◆ **Task instructions**
Without changing anything, transcribe all of the entries.

◆ **Records shown**
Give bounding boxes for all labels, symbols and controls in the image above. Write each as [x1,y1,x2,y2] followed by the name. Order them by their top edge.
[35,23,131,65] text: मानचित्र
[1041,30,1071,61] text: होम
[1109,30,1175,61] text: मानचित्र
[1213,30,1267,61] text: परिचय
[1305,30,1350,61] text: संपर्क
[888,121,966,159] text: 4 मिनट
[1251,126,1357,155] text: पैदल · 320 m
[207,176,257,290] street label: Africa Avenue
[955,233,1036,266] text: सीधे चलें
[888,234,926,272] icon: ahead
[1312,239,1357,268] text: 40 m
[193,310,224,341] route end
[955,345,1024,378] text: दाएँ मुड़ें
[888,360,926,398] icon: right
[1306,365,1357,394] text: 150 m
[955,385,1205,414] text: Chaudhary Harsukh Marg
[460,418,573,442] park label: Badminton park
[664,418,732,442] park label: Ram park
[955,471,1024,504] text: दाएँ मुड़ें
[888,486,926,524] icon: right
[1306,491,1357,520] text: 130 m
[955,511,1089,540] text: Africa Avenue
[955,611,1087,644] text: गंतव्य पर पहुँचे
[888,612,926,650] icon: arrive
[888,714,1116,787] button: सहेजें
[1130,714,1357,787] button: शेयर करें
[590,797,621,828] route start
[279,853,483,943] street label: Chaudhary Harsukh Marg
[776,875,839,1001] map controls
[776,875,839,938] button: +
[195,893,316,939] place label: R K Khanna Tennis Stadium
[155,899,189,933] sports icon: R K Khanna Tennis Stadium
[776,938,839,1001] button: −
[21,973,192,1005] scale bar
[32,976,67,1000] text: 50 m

◆ **Answer section**
Give bounding boxes for all labels, symbols and controls in the image above. Write each as [x1,y1,x2,y2] followed by the name. Order them by their top edge.
[35,23,131,65] text: मानचित्र
[1041,30,1071,61] text: होम
[1109,30,1175,61] text: मानचित्र
[1213,30,1267,61] text: परिचय
[1305,30,1350,61] text: संपर्क
[888,121,966,159] text: 4 मिनट
[1251,126,1357,155] text: पैदल · 320 m
[207,176,257,290] street label: Africa Avenue
[955,233,1036,266] text: सीधे चलें
[888,234,926,272] icon: ahead
[1312,239,1357,268] text: 40 m
[193,310,224,341] route end
[955,345,1024,378] text: दाएँ मुड़ें
[888,360,926,398] icon: right
[1306,365,1357,394] text: 150 m
[955,385,1205,414] text: Chaudhary Harsukh Marg
[460,418,573,442] park label: Badminton park
[664,418,732,442] park label: Ram park
[955,471,1024,504] text: दाएँ मुड़ें
[888,486,926,524] icon: right
[1306,491,1357,520] text: 130 m
[955,511,1089,540] text: Africa Avenue
[955,611,1087,644] text: गंतव्य पर पहुँचे
[888,612,926,650] icon: arrive
[888,714,1116,787] button: सहेजें
[1130,714,1357,787] button: शेयर करें
[590,797,621,828] route start
[279,853,483,943] street label: Chaudhary Harsukh Marg
[776,875,839,1001] map controls
[776,875,839,938] button: +
[195,893,316,939] place label: R K Khanna Tennis Stadium
[155,899,189,933] sports icon: R K Khanna Tennis Stadium
[776,938,839,1001] button: −
[21,973,192,1005] scale bar
[32,976,67,1000] text: 50 m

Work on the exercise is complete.